Over the past decade, issues related to the health of people in resource-poor countries have captured the attention of world leaders, governments, philanthropies, policy makers and the general public as never before. This attention has focused on scientific, public health and humanitarian challenges, and involves biomedical research on vaccine and drug development, implementation of public health measures and a growing realization of the deleterious effects of disease on economic development and political stability1.

A global commitment

International bodies such as the United Nations, the World Economic Forum and the G-8 have made the improvement of global health a priority. Attention to global health issues has been unprecedented in both the current US administration and in a bipartisan manner in the US Congress. Organizations such as the Bill & Melinda Gates Foundation, the William J. Clinton Foundation and Médecins Sans Frontières have helped build health programs for patients throughout the world. Dozens of public-private health partnerships have been formed to fight HIV/AIDS, malaria, tuberculosis and other 'tropical diseases' that predominantly affect countries with low and middle incomes. Activists, including prominent entertainment celebrities, have heightened public awareness of global health issues in the media and have helped educate the public about the disparities in health between rich and poor countries.
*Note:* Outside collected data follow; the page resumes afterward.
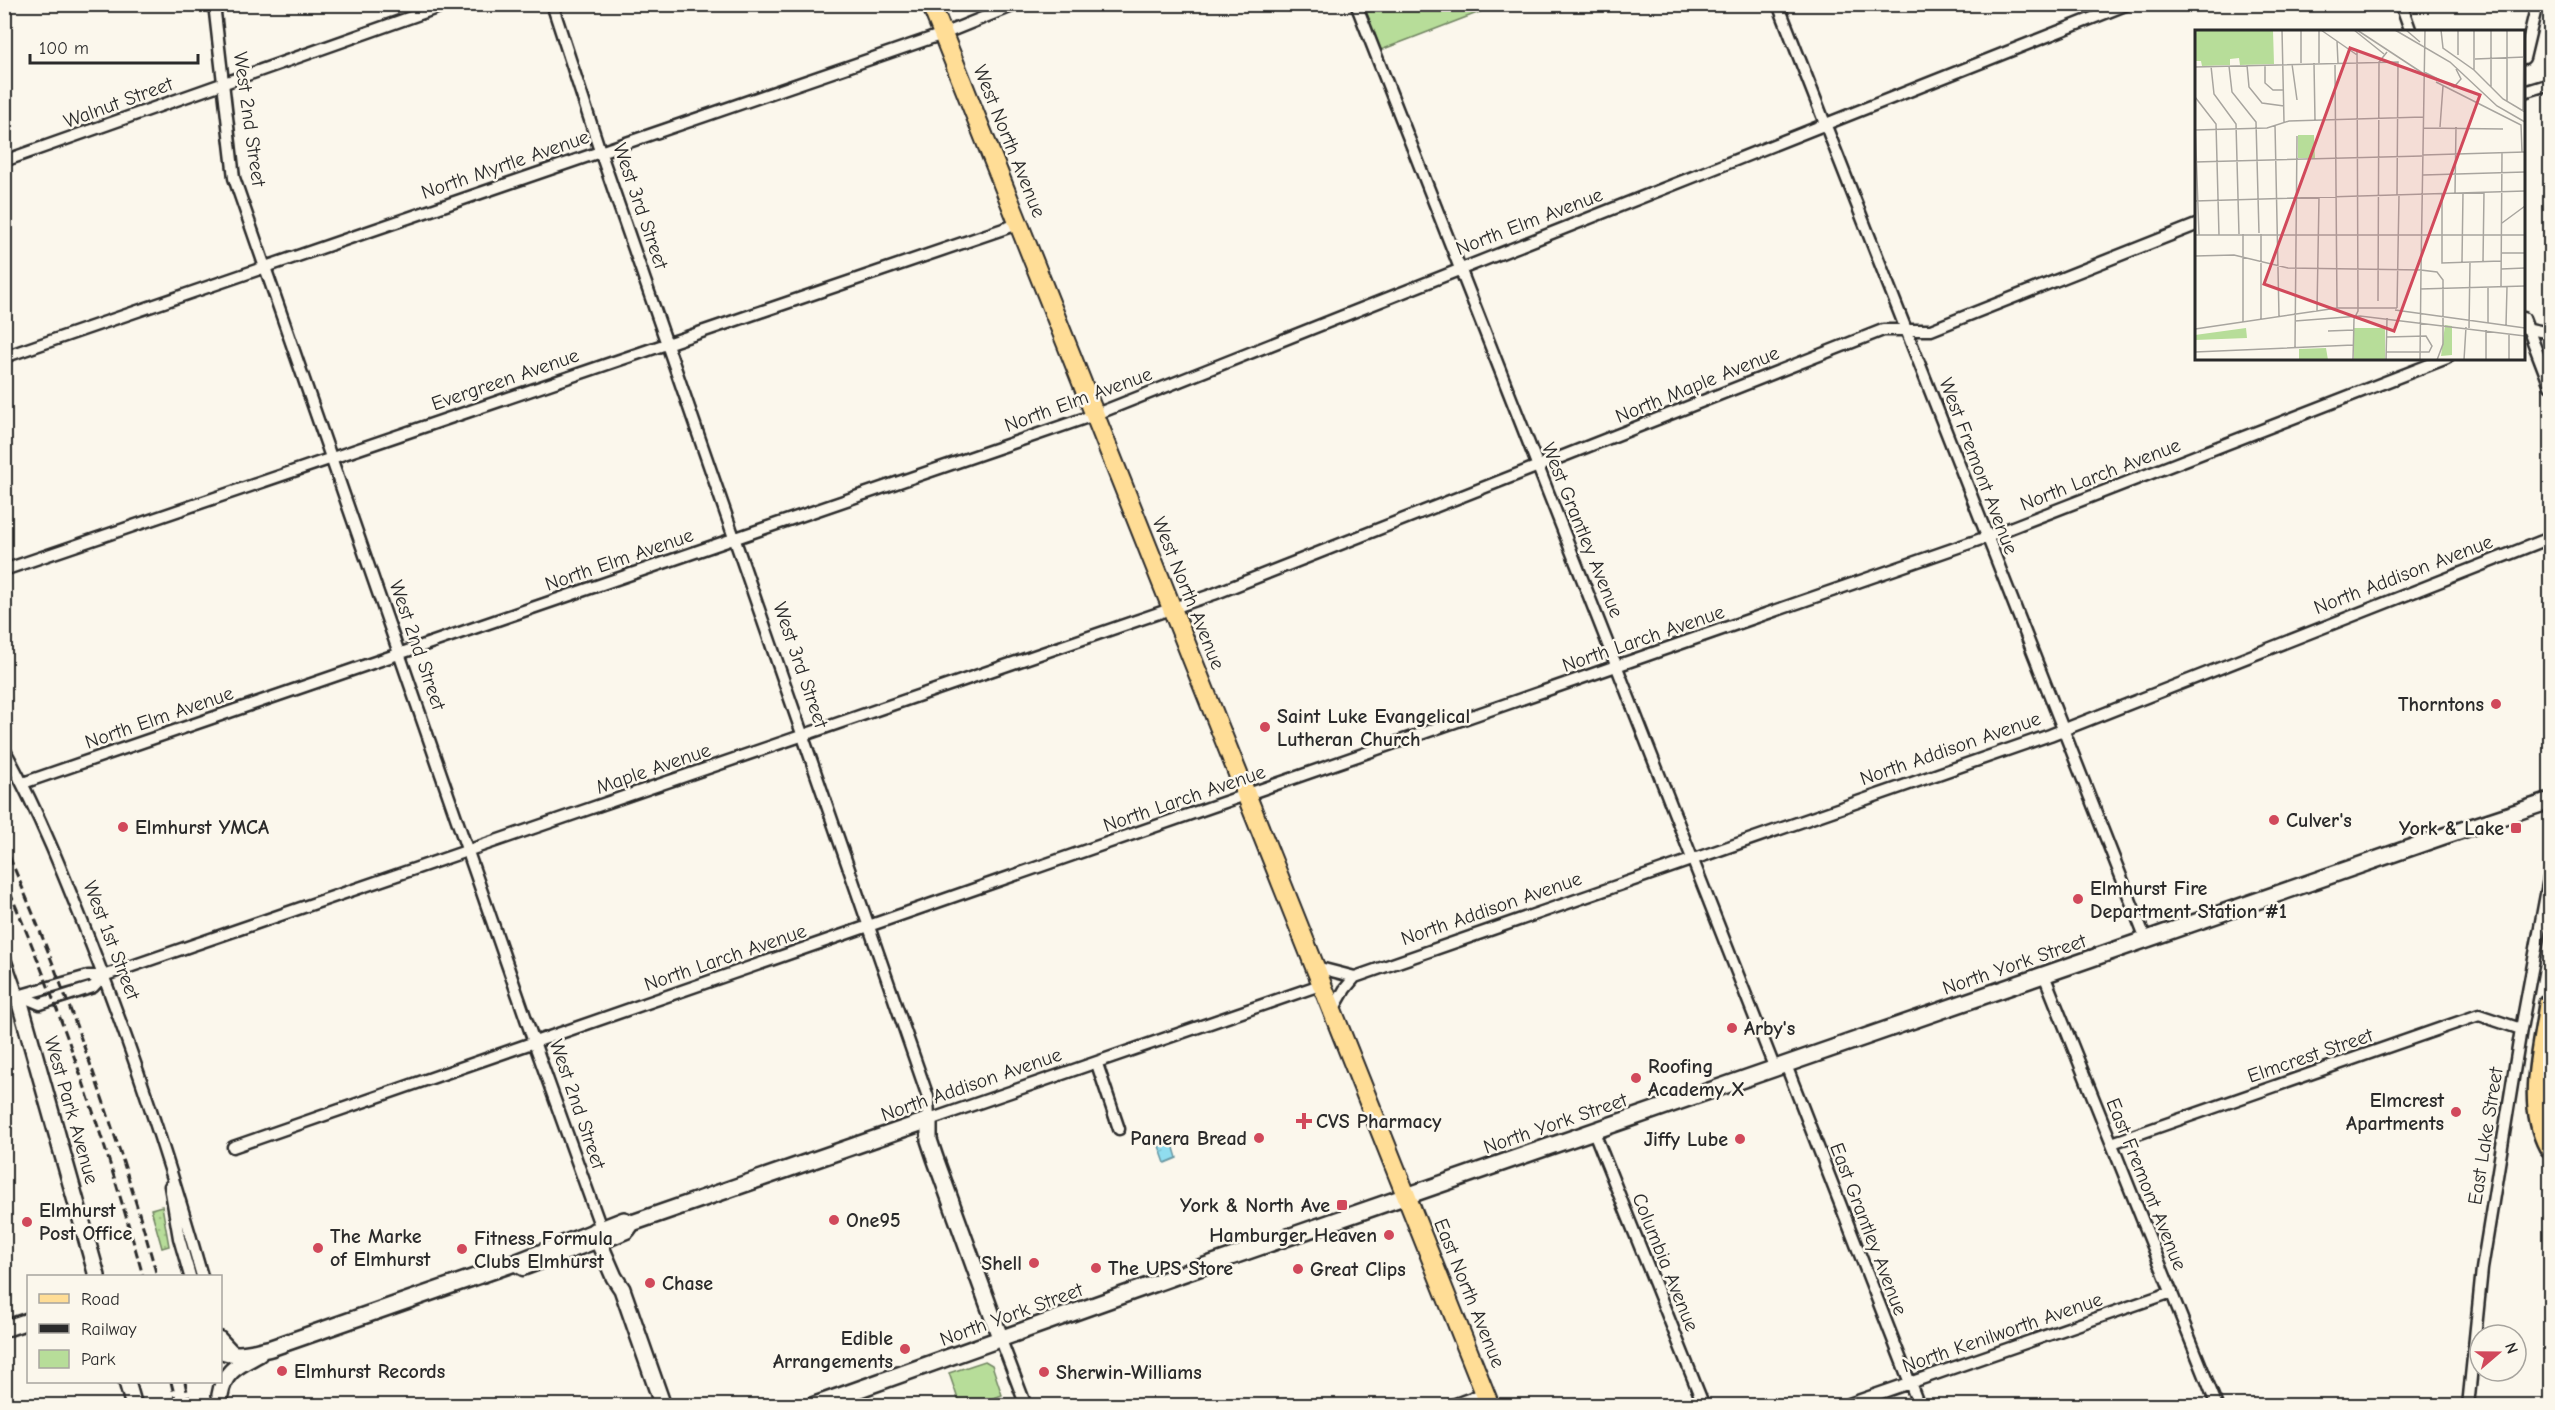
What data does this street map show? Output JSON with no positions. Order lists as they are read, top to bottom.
{
  "streets": {
    "main road": [
      "West 2nd Street",
      "West North Avenue",
      "West 3rd Street",
      "North Addison Avenue",
      "North York Street",
      "West Park Avenue",
      "East North Avenue"
    ],
    "street": [
      "Walnut Street",
      "North Myrtle Avenue",
      "North Elm Avenue",
      "Evergreen Avenue",
      "North Maple Avenue",
      "West Fremont Avenue",
      "North Larch Avenue",
      "West Grantley Avenue",
      "Maple Avenue",
      "West 1st Street",
      "Elmcrest Street",
      "East Lake Street",
      "East Fremont Avenue",
      "East Grantley Avenue",
      "Columbia Avenue",
      "North Kenilworth Avenue"
    ]
  },
  "crossings": [
    ["Walnut Street", "West 2nd Street"],
    ["West 2nd Street", "North Myrtle Avenue"],
    ["West 2nd Street", "North Elm Avenue"],
    ["West 2nd Street", "Evergreen Avenue"],
    ["West 2nd Street", "North Larch Avenue"],
    ["West 2nd Street", "North Addison Avenue"],
    ["West 2nd Street", "Maple Avenue"],
    ["West North Avenue", "North Myrtle Avenue"],
    ["West North Avenue", "North Elm Avenue"],
    ["West North Avenue", "Evergreen Avenue"],
    ["West North Avenue", "North Larch Avenue"],
    ["West North Avenue", "North Addison Avenue"],
    ["West North Avenue", "Maple Avenue"],
    ["West North Avenue", "North York Street"],
    ["West North Avenue", "East North Avenue"],
    ["North Myrtle Avenue", "West 3rd Street"],
    ["West 3rd Street", "North Elm Avenue"],
    ["West 3rd Street", "Evergreen Avenue"],
    ["West 3rd Street", "North Larch Avenue"],
    ["West 3rd Street", "North Addison Avenue"],
    ["West 3rd Street", "Maple Avenue"],
    ["West 3rd Street", "North York Street"],
    ["North Elm Avenue", "West Fremont Avenue"],
    ["North Elm Avenue", "West Grantley Avenue"],
    ["North Elm Avenue", "West 1st Street"],
    ["North Maple Avenue", "West Fremont Avenue"],
    ["North Maple Avenue", "West Grantley Avenue"],
    ["North Maple Avenue", "Maple Avenue"],
    ["West Fremont Avenue", "North Larch Avenue"],
    ["West Fremont Avenue", "North Addison Avenue"],
    ["West Fremont Avenue", "North York Street"],
    ["North Larch Avenue", "West Grantley Avenue"],
    ["West Grantley Avenue", "North Addison Avenue"],
    ["West Grantley Avenue", "North York Street"],
    ["West Grantley Avenue", "East Grantley Avenue"],
    ["Maple Avenue", "West 1st Street"],
    ["Maple Avenue", "West Park Avenue"],
    ["North York Street", "East Fremont Avenue"],
    ["North York Street", "East Grantley Avenue"],
    ["North York Street", "Columbia Avenue"],
    ["North York Street", "East North Avenue"],
    ["Elmcrest Street", "East Lake Street"],
    ["Elmcrest Street", "East Fremont Avenue"],
    ["East Fremont Avenue", "North Kenilworth Avenue"],
    ["East Grantley Avenue", "North Kenilworth Avenue"]
  ],
  "places": {
    "other": [
      "Thorntons",
      "Saint Luke Evangelical Lutheran Church",
      "Culver's",
      "Elmhurst YMCA",
      "Elmhurst Fire Department Station #1",
      "Arby's",
      "Roofing Academy X",
      "Elmcrest Apartments",
      "Panera Bread",
      "Jiffy Lube",
      "One95",
      "Elmhurst Post Office",
      "Hamburger Heaven",
      "The Marke of Elmhurst",
      "Fitness Formula Clubs Elmhurst",
      "Shell",
      "The UPS Store",
      "Great Clips",
      "Chase",
      "Edible Arrangements",
      "Elmhurst Records",
      "Sherwin-Williams"
    ],
    "transit": ["York & Lake", "York & North Ave"],
    "health": ["CVS Pharmacy"]
  },
  "legend": ["Road", "Railway", "Park"],
  "scale_bar": "100 m",
  "north": "right"
}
For those who work in biomedical research and public health, this evolution has been a welcome opportunity to build on existing and, in some cases, longstanding programs in research related to global health. Recent scientific advances in microbial pathogenesis, immunology, genomics and other disciplines have led to new opportunities to address important global health issues. And increased investments in global health research are facilitating exciting studies that promise to bring a new generation of therapies, vaccines and diagnostics to the clinic2. Funders in both the public and private spheres have taken to heart Mary Lasker's famous quote: “If you think research is expensive, try disease”3 (Fig. 1). This is particularly true of diseases such as HIV/AIDS, malaria, tuberculosis, respiratory and intestinal diseases, and many neglected tropical diseases, which are prevalent in low- and middle-income countries. The burden of morbidity and mortality is huge for these illnesses, and in many cases the discovery and development of simple interventions can have an enormous impact1,2.

Figure 1: Mary Lasker: “If you think research is expensive, try disease.”
figure 1

Library of Congress

World Telegram & Sun photo by Fred Palumbo, 1957.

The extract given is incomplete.